EXERCISE BRIEF —
Those lines of the data that hold the word "shop" are to be copied out.
:: GIVEN DATA
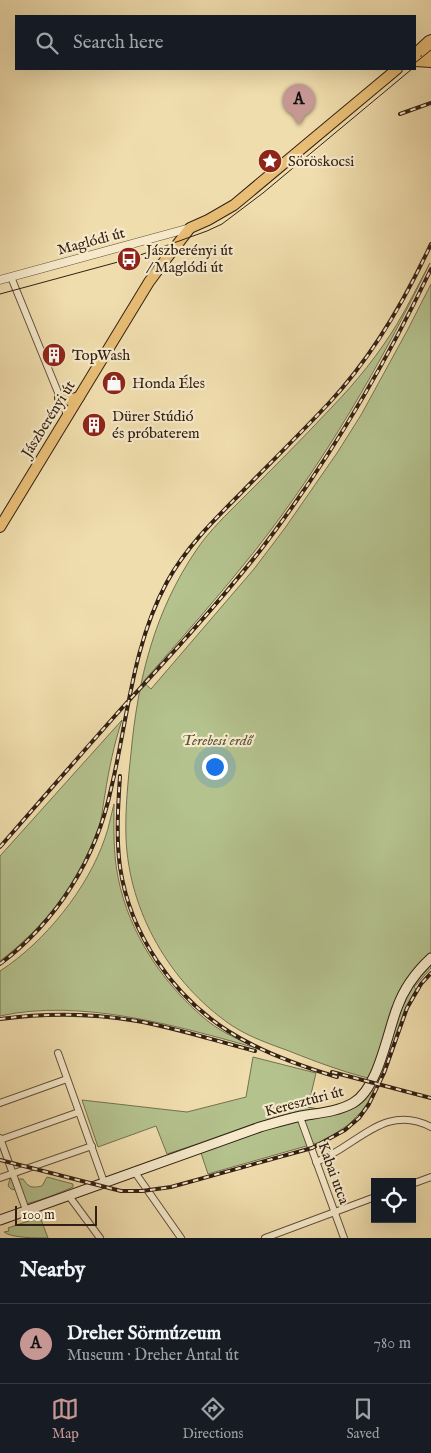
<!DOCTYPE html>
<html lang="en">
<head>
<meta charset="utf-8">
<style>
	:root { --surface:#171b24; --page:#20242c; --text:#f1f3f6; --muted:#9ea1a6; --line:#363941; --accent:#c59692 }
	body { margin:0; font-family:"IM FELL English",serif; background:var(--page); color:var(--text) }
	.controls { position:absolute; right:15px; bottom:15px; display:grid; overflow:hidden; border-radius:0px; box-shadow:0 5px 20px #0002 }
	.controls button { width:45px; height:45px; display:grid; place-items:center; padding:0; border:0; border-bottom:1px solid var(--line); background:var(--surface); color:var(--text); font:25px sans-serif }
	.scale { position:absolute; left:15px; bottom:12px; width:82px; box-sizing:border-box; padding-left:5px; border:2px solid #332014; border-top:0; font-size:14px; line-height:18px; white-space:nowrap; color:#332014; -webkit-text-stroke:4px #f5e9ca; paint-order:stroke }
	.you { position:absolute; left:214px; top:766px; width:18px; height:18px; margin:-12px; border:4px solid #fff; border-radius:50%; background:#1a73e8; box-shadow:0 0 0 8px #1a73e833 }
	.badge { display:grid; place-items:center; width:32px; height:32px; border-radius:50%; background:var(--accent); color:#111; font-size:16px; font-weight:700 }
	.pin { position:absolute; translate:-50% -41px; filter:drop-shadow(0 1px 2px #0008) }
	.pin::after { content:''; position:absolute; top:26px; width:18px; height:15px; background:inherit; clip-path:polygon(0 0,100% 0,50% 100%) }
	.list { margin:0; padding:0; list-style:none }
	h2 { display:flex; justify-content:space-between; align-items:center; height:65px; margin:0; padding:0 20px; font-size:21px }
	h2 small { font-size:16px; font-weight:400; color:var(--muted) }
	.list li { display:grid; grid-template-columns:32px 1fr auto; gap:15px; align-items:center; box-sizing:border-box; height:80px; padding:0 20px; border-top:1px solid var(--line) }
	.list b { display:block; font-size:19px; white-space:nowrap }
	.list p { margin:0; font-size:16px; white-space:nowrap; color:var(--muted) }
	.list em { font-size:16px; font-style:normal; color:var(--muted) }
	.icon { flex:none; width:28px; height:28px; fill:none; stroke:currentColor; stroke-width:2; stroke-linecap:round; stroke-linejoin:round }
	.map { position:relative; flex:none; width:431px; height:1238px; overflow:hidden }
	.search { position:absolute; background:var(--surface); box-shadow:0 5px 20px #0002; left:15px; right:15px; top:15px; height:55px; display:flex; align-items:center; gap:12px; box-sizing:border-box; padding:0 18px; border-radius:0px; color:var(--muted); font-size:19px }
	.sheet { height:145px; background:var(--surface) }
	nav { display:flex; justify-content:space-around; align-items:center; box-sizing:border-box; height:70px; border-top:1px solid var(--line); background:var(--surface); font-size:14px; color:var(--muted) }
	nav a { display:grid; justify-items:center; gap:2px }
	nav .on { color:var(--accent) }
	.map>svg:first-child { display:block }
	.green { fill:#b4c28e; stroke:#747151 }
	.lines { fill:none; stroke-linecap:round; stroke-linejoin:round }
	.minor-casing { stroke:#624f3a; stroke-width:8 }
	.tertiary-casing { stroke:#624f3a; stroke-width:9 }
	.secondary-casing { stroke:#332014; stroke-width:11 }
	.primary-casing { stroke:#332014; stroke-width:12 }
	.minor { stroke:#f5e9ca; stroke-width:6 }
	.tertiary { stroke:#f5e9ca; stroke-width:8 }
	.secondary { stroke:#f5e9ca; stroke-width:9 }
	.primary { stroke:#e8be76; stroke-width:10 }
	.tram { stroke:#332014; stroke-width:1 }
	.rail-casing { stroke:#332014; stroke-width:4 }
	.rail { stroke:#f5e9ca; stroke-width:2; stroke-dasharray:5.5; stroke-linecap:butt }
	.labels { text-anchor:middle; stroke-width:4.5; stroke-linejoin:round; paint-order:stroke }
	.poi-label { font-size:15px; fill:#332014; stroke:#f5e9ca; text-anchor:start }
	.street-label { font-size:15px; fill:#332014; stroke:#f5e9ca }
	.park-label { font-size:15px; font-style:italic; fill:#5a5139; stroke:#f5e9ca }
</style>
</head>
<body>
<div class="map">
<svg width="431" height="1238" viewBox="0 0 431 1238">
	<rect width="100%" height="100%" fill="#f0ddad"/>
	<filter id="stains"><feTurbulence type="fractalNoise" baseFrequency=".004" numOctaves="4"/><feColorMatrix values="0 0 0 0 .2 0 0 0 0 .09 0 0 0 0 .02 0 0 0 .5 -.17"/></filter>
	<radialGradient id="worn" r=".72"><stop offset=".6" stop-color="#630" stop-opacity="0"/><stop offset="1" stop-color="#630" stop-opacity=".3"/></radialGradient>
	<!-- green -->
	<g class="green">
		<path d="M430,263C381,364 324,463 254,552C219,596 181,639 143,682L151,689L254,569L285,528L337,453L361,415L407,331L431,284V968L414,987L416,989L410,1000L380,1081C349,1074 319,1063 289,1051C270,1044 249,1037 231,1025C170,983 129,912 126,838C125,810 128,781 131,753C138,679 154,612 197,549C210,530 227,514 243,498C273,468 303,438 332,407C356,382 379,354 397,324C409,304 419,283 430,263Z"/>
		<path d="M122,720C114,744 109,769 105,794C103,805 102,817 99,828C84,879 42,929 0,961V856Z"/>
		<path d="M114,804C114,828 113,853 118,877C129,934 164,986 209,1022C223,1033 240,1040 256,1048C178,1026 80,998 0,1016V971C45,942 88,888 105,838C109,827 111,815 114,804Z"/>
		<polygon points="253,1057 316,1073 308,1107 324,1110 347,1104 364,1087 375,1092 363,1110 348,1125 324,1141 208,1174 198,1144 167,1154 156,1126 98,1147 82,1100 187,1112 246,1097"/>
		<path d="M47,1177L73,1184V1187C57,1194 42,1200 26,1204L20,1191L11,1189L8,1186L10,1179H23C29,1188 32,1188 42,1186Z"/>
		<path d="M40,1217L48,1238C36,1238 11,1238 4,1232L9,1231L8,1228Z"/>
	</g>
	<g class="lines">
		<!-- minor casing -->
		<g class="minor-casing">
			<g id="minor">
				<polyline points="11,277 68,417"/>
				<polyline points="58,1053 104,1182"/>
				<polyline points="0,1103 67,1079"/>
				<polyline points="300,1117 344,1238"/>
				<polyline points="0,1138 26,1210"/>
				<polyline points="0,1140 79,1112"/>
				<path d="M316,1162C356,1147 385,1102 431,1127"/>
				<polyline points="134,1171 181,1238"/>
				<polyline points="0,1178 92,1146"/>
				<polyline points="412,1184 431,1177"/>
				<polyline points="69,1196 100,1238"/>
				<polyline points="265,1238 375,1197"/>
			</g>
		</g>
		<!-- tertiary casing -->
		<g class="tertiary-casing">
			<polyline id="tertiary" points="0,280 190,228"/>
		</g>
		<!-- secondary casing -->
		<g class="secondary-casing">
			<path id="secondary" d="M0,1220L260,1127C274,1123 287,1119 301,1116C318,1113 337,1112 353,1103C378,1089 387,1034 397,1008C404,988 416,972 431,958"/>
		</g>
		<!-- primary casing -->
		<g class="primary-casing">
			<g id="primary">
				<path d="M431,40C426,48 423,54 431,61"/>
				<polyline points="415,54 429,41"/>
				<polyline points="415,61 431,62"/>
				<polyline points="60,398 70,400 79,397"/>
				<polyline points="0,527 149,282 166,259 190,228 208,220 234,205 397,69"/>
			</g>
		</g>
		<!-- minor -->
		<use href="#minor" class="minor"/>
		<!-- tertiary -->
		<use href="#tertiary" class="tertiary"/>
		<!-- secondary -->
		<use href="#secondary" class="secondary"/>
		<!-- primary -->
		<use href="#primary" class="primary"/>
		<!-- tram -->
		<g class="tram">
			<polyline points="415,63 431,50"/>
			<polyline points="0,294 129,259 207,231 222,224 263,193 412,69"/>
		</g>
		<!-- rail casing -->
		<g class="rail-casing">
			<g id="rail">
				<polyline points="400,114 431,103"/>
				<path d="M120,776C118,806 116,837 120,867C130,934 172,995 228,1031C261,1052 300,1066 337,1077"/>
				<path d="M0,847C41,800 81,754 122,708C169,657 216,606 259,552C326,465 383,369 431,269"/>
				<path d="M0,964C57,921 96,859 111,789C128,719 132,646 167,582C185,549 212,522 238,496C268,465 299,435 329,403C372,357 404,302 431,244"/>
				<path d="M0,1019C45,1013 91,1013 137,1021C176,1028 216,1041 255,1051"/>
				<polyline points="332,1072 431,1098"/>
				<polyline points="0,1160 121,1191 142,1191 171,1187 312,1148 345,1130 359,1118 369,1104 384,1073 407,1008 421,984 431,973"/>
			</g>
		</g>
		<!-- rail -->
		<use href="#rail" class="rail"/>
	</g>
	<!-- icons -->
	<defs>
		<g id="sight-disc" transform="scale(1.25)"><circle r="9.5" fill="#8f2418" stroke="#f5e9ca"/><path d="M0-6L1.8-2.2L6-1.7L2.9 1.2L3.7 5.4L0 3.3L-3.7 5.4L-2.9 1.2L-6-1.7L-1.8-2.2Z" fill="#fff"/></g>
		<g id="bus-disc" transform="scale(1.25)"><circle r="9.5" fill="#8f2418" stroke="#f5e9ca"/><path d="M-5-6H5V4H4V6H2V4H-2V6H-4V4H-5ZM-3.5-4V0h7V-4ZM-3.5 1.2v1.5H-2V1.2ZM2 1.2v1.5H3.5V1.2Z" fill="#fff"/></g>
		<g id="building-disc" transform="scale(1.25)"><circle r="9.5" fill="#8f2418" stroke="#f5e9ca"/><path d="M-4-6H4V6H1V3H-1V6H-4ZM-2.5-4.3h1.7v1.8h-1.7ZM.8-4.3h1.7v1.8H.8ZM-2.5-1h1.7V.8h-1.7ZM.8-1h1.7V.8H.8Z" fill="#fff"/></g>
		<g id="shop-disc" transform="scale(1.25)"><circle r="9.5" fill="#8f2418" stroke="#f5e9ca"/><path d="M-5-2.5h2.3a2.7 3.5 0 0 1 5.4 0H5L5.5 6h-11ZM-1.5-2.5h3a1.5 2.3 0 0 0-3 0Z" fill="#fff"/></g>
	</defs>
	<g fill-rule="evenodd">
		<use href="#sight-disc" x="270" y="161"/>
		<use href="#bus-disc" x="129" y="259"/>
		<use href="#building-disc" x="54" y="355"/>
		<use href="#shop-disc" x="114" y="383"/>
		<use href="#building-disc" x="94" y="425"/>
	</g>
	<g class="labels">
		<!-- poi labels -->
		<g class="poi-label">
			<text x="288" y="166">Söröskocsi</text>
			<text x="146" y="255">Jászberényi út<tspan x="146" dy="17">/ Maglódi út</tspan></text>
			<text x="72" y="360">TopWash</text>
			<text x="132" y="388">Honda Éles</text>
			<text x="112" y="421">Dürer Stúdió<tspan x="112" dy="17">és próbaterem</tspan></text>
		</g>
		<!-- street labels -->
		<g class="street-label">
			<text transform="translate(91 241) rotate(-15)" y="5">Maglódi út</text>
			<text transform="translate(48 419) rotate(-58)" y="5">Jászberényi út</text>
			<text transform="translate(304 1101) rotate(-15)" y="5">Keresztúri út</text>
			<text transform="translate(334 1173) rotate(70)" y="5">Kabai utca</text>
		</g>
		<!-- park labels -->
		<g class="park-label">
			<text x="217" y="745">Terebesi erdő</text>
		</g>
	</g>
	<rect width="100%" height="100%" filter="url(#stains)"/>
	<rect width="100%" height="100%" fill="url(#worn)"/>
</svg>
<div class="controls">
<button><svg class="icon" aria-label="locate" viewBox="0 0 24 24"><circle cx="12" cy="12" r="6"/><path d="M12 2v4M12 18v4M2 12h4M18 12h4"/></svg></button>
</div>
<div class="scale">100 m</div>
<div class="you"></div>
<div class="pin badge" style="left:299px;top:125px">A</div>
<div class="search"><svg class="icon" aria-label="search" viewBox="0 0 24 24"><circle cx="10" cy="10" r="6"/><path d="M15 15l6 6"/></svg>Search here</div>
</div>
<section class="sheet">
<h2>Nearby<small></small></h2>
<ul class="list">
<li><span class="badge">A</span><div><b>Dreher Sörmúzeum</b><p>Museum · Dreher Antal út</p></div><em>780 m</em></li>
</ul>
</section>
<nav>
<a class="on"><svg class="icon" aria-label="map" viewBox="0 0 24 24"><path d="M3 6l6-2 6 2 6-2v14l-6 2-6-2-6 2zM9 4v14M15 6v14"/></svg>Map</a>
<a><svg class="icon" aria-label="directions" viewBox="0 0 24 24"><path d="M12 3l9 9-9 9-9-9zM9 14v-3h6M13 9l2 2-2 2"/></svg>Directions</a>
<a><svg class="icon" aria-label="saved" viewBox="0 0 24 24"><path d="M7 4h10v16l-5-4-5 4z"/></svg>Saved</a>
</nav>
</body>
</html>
::::
REPLY TO THE EXERCISE —
		<g id="shop-disc" transform="scale(1.25)"><circle r="9.5" fill="#8f2418" stroke="#f5e9ca"/><path d="M-5-2.5h2.3a2.7 3.5 0 0 1 5.4 0H5L5.5 6h-11ZM-1.5-2.5h3a1.5 2.3 0 0 0-3 0Z" fill="#fff"/></g>
		<use href="#shop-disc" x="114" y="383"/>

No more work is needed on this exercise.